***** Records for the task

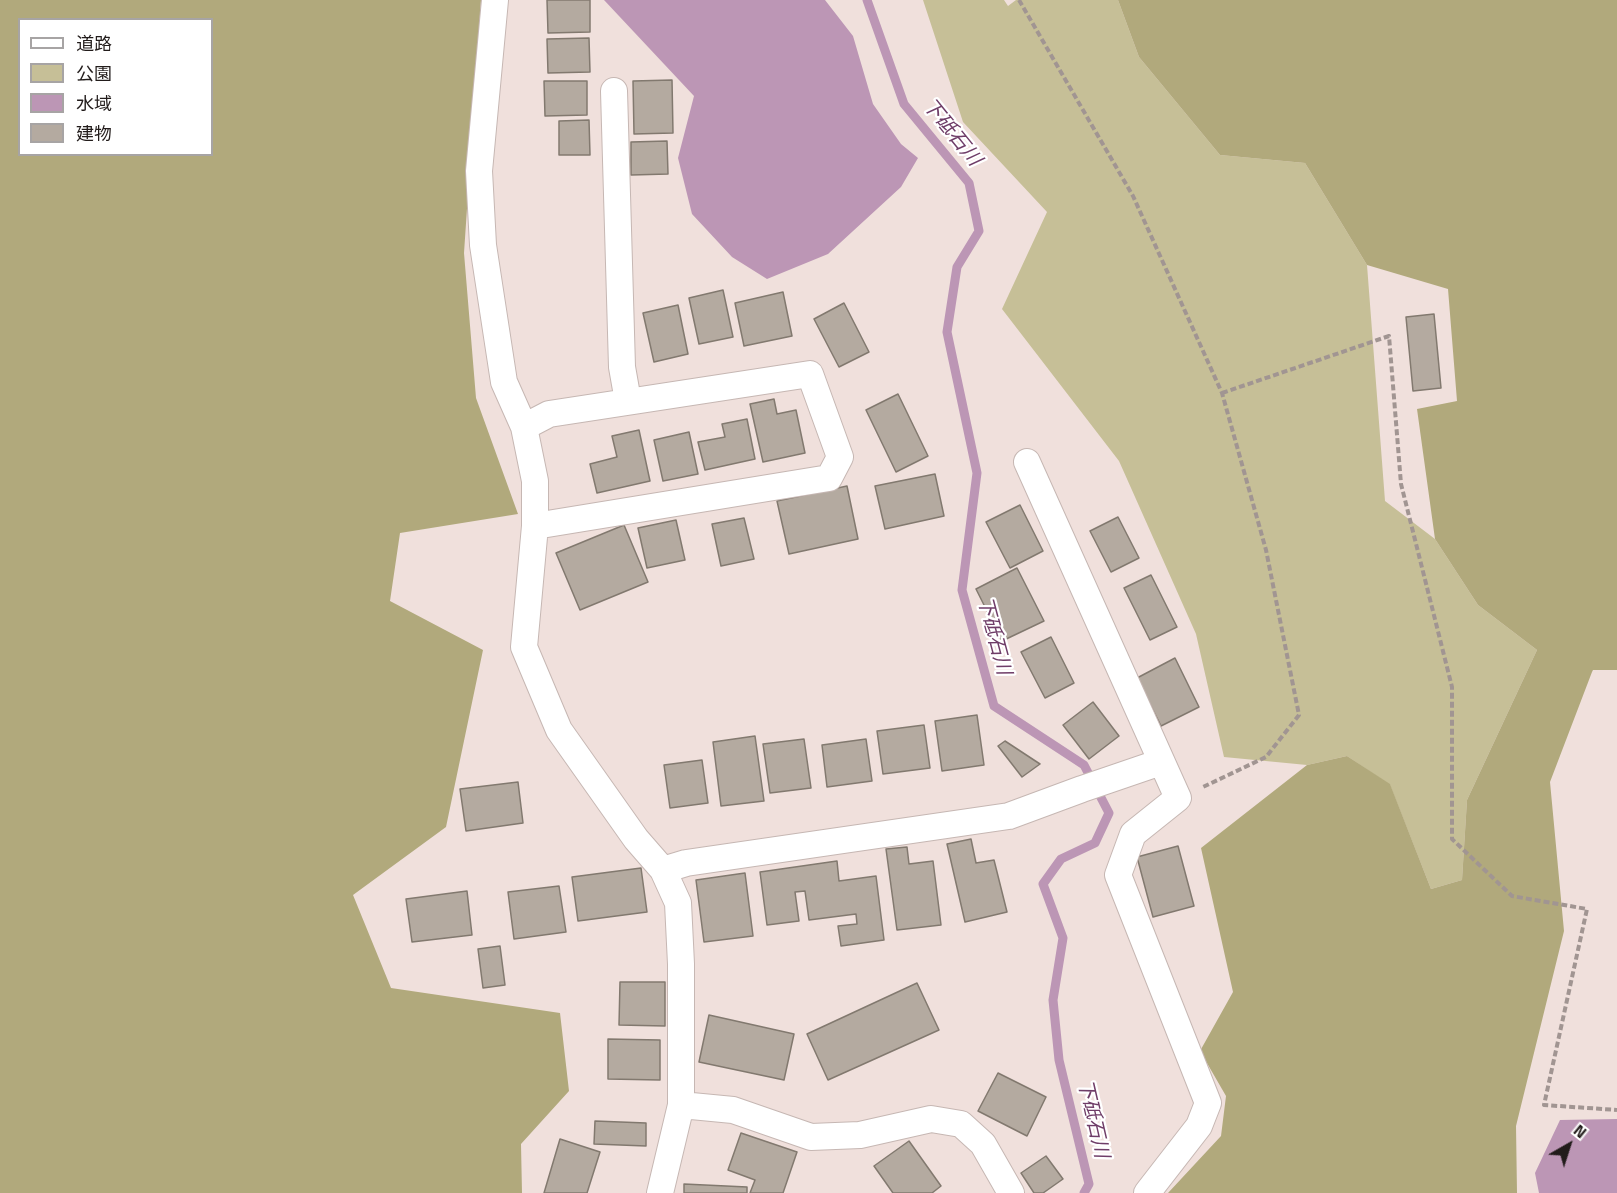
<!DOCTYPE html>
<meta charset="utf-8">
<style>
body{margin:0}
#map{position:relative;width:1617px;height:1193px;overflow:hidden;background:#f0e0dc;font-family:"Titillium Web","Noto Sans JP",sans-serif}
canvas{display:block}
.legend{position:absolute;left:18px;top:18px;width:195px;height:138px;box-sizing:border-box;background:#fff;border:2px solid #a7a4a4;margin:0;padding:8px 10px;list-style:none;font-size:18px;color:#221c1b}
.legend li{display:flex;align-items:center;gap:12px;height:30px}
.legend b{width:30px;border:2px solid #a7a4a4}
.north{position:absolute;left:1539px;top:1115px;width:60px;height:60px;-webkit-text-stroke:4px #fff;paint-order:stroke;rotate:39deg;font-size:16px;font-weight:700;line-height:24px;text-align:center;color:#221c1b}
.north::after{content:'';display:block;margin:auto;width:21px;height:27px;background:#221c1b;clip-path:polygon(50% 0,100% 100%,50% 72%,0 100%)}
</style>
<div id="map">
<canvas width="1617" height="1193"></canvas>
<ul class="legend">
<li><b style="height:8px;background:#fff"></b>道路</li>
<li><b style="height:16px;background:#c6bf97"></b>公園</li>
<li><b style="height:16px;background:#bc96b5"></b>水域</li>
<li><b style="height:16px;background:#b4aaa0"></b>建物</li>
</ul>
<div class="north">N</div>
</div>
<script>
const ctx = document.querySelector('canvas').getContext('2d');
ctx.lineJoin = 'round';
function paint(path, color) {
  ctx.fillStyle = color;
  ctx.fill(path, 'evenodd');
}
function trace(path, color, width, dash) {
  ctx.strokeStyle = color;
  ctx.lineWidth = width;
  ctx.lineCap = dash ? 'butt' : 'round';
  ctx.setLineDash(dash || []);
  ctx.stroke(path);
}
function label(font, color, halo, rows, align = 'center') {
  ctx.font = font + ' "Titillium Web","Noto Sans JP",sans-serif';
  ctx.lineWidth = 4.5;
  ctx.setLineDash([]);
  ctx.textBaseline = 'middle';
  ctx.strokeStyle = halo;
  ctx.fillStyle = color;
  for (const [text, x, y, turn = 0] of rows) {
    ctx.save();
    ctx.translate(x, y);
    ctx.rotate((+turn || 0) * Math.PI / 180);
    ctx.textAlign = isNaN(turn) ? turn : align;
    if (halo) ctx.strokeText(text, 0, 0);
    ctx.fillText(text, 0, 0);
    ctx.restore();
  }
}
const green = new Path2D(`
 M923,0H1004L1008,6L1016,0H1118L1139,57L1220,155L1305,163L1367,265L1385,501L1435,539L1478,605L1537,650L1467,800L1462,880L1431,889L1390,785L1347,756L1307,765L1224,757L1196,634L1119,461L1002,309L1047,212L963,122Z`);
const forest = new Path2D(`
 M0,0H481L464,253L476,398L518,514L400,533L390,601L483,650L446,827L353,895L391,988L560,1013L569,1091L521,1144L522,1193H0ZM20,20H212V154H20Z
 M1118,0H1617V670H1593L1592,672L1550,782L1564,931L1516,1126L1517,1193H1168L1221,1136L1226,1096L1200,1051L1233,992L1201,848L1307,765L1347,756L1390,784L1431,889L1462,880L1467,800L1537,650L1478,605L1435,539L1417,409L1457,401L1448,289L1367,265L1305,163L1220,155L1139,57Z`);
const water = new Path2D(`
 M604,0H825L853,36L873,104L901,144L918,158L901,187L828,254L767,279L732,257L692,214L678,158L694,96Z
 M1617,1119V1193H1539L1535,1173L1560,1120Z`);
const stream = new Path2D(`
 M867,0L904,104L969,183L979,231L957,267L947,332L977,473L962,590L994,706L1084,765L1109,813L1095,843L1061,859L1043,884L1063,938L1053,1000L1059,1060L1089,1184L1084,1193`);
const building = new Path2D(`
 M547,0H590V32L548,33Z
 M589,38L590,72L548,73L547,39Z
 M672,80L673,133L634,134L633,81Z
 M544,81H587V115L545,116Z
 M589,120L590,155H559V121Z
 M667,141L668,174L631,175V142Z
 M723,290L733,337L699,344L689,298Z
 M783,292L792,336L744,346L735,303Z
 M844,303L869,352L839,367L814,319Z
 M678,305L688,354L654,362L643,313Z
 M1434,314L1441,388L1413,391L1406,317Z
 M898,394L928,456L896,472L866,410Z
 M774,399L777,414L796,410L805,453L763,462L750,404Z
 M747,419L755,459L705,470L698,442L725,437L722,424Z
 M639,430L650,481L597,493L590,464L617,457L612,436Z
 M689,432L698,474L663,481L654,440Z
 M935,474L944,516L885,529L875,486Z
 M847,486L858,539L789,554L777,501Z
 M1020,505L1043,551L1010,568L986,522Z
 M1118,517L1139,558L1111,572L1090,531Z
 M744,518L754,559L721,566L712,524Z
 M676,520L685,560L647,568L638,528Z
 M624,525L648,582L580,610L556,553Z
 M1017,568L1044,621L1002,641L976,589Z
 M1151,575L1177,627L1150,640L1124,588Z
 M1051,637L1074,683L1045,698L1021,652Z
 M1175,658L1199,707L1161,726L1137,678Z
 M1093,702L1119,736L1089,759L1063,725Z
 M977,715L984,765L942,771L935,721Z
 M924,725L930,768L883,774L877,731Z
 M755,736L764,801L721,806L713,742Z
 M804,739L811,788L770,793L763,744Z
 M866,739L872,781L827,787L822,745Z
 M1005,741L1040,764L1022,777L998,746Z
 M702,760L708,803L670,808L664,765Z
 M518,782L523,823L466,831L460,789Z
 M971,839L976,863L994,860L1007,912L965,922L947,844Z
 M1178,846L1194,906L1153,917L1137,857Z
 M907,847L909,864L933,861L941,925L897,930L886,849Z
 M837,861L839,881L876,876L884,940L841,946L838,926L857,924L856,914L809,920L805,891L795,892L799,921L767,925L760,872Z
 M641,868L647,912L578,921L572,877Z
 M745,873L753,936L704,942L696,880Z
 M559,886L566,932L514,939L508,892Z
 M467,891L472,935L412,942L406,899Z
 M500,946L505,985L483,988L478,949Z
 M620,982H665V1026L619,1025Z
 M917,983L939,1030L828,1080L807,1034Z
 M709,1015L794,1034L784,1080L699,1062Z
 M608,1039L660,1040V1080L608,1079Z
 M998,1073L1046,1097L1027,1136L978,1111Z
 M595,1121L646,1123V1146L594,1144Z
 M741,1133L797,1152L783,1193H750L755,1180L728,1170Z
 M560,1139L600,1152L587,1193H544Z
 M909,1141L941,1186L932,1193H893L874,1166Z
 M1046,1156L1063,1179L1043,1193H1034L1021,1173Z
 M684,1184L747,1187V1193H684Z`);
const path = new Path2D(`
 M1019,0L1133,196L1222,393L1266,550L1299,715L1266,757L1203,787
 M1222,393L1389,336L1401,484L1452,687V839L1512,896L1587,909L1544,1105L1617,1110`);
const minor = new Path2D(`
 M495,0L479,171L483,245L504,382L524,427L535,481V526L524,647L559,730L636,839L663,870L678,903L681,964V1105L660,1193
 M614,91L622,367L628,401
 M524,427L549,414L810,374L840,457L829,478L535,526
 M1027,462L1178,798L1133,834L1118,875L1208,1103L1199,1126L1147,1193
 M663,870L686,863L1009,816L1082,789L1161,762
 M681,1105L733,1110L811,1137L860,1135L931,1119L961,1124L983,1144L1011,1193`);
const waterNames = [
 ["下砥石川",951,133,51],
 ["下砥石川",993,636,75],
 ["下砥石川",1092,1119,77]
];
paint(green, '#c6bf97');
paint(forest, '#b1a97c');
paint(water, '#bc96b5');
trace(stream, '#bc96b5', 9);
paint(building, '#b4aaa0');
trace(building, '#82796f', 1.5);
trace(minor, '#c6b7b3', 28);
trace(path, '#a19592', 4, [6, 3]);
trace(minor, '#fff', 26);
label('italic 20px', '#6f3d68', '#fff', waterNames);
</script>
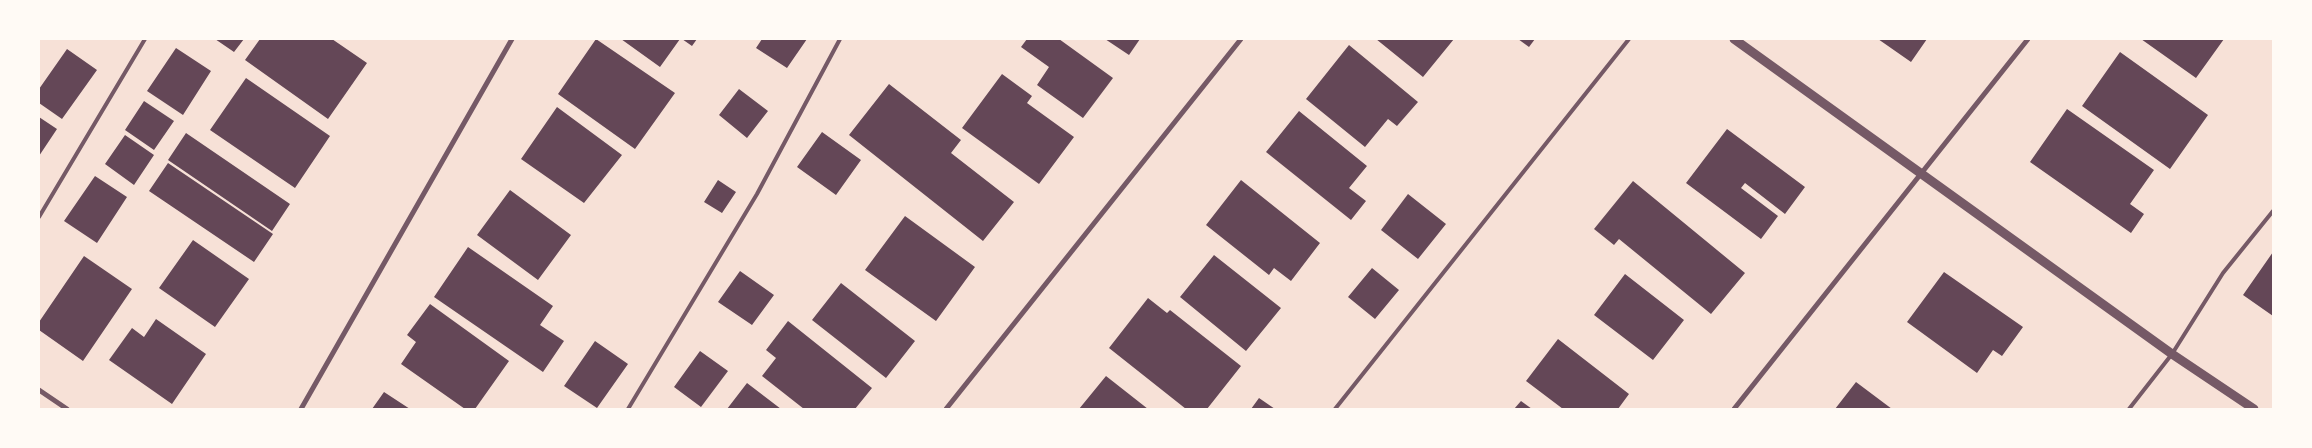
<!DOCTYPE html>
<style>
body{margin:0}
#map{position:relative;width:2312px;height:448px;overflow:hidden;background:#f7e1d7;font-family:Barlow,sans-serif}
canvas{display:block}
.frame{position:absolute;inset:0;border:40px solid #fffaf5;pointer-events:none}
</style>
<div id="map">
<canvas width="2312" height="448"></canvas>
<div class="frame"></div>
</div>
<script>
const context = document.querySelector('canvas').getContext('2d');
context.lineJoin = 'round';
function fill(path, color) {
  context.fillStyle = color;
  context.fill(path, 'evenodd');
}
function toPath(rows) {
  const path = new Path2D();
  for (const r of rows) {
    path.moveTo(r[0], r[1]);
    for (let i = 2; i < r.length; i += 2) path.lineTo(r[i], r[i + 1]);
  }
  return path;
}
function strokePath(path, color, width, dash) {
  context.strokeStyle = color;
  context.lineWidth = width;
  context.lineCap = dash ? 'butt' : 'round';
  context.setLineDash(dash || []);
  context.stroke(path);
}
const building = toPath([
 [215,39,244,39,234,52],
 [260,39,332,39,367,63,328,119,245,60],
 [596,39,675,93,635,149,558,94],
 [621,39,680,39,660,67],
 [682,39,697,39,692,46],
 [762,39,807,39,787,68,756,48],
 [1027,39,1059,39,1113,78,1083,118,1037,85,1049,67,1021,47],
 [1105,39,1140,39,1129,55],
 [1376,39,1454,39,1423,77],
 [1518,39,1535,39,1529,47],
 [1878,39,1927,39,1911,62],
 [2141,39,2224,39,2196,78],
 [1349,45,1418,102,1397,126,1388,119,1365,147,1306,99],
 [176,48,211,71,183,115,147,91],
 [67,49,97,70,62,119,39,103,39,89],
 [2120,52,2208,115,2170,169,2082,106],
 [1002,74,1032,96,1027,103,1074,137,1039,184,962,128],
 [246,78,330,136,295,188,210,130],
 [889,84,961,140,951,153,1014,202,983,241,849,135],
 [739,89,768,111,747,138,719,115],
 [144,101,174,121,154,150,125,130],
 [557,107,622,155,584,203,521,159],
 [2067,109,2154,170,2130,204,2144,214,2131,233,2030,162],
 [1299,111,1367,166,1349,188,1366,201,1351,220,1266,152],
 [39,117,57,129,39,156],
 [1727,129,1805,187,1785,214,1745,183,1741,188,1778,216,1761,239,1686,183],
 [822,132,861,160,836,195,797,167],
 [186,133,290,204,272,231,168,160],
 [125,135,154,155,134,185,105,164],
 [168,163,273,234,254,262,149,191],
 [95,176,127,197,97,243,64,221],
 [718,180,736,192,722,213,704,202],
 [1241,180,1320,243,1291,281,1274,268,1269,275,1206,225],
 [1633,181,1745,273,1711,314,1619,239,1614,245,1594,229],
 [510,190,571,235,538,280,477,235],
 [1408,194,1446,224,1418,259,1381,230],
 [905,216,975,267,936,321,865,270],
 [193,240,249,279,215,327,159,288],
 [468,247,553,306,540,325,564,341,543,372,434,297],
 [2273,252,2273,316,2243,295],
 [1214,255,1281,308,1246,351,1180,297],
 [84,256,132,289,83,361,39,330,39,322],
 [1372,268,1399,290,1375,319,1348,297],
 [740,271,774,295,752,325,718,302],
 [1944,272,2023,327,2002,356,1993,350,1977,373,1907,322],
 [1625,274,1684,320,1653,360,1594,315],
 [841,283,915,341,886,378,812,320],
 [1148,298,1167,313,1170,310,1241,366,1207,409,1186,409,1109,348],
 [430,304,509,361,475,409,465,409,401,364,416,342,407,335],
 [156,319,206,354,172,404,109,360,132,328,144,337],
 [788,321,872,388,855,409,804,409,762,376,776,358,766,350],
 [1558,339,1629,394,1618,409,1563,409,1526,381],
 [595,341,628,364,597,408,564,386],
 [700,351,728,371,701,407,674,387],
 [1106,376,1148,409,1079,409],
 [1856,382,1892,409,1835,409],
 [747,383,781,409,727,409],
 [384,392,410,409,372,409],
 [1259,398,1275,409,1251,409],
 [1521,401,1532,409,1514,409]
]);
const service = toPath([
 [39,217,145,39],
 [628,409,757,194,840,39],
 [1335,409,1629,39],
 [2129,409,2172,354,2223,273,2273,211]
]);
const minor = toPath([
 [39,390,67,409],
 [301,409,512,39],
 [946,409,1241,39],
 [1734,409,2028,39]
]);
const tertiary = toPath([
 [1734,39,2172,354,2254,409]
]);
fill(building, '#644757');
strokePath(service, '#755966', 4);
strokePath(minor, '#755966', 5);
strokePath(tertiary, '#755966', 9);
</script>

**********

_About this task_
For every line above that holds the word "lineWidth", report the whole line.

_Response to this task_
  ctx.lineWidth = width;
  ctx.lineWidth = 4.5;
  context.lineWidth = width;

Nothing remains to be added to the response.